Cette salutation, frères et sœurs, cette « visitation » de Marie, enceinte de Jésus, à Élisabeth, enceinte de celui qui sera Jean le Baptiste, cette salutation n’est pas une démarche de politesse formelle ou de simple convenance sociale, car on ne comprendrait pas alors la hâte qui pousse, qui presse la Vierge Marie. Cette salutation, c’est un acte d’amour, de charité au sens le plus fort du terme. Oui, c’est l’amour divin de l’Enfant porté par Marie qui agit en elle, qui la met en route et la conduit jusqu’à Élisabeth. Notre mot français « salutation » et notre verbe « saluer » sont d’ailleurs bien trop froids pour traduire le terme si chaleureux qu’emploie l’évangéliste Luc dans sa langue et qui signifie plutôt embrassement tendre, paroles que l’on dit doucement à l’oreille d’une personne en se jetant dans ses bras.
 
Il y en a un qui ne s’y est pas trompé, c’est le petit d’Élisabeth : c’est lui qui, le premier, répond à la salutation de Marie en bondissant dans le ventre de sa mère. Or les mamans savent très bien interpréter les mouvements que fait leur bébé et qu’elles sentent en elles.
 
Pour Élisabeth, pas de doute, c’est un saut de joie, un bondissement d’allégresse. Mais c’est beaucoup plus encore. Son enfant, qui ne s’appelle pas encore Jean, lui fait comprendre, sans paroles, que s’il a bondi de joie à la salutation de Marie, c’est en raison d’une présence très cachée, mais irradiante, celle d’un autre Enfant, qu’il salue lui aussi et à qui, déjà, il rend témoignage, comme il rendra témoignage à ce même Jésus plus tard, au bord du Jourdain, lorsque l’un et l’autre seront devenus adultes.
 
En étreignant sa jeune cousine Marie, en écoutant la salutation qu’elle murmure à son cœur, en écoutant aussi, dans sa chair, le gigotement de joie de son petit prophète, Élisabeth, remplie d’Esprit Saint, comprend tout, elle saisit d’un coup le mystère de Marie et le mystère de Jésus ; elle perçoit, sans explication théologique, que c’est un seul et unique mystère, le mystère joyeux de l’amour de Dieu qui vient nous visiter, nous sauver, en se faisant petit enfant, porté dans le silence du ventre d’une femme : « Tu es bénie entre toutes les femmes, et le fruit de tes entrailles est béni ! D’où m’est-il donné que la mère de mon Seigneur vienne jusqu’à moi ? »
 
… Jusqu’à moi, jusqu’à vous, jusqu’à chacun de nous, frères et sœurs ! L’exclamation émerveillée d’Élisabeth, c’est aussi bien la nôtre.
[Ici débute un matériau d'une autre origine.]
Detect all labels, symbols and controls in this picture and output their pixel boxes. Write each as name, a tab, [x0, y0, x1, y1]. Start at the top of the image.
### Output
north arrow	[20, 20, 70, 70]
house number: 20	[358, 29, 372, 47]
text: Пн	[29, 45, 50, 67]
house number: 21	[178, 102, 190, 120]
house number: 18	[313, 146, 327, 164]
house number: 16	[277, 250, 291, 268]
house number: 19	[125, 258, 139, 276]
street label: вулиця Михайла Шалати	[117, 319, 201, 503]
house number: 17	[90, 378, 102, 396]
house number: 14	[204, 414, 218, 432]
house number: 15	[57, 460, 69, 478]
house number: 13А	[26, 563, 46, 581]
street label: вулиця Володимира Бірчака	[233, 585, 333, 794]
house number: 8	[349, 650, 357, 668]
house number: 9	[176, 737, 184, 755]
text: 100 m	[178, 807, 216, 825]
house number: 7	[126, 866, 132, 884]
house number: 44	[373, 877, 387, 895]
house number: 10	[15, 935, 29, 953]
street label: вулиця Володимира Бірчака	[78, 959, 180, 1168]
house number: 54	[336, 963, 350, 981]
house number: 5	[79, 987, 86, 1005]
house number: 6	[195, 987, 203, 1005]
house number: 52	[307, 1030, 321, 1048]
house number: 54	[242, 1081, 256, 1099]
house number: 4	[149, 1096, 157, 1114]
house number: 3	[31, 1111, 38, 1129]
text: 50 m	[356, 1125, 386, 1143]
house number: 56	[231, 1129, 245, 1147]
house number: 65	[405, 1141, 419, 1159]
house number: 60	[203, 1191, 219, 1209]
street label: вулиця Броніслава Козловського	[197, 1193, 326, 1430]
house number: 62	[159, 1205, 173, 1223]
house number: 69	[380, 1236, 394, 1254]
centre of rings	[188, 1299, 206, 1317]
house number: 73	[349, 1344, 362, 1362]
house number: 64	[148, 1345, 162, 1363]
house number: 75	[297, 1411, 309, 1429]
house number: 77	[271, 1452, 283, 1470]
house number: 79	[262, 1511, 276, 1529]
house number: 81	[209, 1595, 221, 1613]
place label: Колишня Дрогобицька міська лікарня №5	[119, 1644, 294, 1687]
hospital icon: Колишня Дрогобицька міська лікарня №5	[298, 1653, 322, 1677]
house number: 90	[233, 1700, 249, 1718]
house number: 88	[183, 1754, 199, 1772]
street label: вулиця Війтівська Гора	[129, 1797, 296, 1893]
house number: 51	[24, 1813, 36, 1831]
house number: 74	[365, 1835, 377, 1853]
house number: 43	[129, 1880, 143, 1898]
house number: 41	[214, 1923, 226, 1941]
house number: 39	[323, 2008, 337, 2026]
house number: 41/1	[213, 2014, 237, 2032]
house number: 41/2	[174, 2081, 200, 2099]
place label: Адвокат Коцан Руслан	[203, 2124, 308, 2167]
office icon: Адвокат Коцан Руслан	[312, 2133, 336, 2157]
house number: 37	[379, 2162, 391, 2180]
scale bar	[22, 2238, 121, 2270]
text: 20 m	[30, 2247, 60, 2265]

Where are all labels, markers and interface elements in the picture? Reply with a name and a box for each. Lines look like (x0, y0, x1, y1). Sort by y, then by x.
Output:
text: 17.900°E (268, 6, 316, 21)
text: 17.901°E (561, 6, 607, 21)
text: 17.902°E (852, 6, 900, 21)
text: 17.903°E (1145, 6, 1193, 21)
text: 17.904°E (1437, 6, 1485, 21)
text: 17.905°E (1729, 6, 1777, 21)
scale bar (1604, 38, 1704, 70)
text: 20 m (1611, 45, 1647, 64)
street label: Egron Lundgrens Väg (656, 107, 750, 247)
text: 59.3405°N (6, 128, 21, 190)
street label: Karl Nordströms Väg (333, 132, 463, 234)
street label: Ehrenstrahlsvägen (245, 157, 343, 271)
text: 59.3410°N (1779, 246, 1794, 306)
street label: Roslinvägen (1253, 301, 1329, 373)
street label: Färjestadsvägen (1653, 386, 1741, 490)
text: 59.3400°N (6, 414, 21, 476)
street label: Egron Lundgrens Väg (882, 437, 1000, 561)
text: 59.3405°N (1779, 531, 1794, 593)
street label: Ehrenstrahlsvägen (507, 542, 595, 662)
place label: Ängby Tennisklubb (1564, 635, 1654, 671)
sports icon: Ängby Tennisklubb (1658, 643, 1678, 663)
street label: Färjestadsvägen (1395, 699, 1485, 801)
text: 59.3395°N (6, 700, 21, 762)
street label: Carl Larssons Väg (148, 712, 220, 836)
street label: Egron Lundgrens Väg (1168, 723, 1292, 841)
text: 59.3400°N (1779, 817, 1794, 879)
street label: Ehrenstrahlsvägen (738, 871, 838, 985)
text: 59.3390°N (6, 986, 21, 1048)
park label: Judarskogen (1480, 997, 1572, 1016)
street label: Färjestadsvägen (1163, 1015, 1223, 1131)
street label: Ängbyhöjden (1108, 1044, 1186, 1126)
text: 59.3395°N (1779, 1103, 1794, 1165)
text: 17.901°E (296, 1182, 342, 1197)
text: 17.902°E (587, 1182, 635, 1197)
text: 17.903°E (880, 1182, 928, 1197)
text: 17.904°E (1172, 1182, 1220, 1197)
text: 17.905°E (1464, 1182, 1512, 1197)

Car en ce quatrième dimanche de l’Avent, à quelques jours de Noël, c’est à nous que Marie, portant son Fils, vient rendre visite, là où nous sommes, dans notre existence la plus quotidienne, comme elle a rendu visite à Élisabeth dans un village tout ordinaire de Judée, dont l’histoire n’a même pas retenu le nom.
 
Aujourd’hui, en ce « jour du Seigneur », nous ne sommes plus dans la splendeur de Notre-Dame de Paris restaurée, nous ne sommes plus dans les festivités d’Ajaccio avec le Saint-Père, mais ici, à Saint-Laurent-de-la-Plaine, comme de partout où nous vivons, nous pouvons répondre à la salutation affectueuse et douce de Marie, Porte du Ciel, par une autre salutation pleine de tendresse, qui est aussi notre prière, la plus universelle et la plus personnelle, la plus traditionnelle et la plus actuelle :
 
Je vous salue, Marie, pleine de grâce,
le Seigneur est avec vous.
Vous êtes bénie entre toutes les femmes
et Jésus, le fruit de vos entrailles, est béni.
Sainte Marie, Mère de Dieu,
priez pour nous, pauvres pécheurs,
maintenant et à l’heure de notre mort.
Amen.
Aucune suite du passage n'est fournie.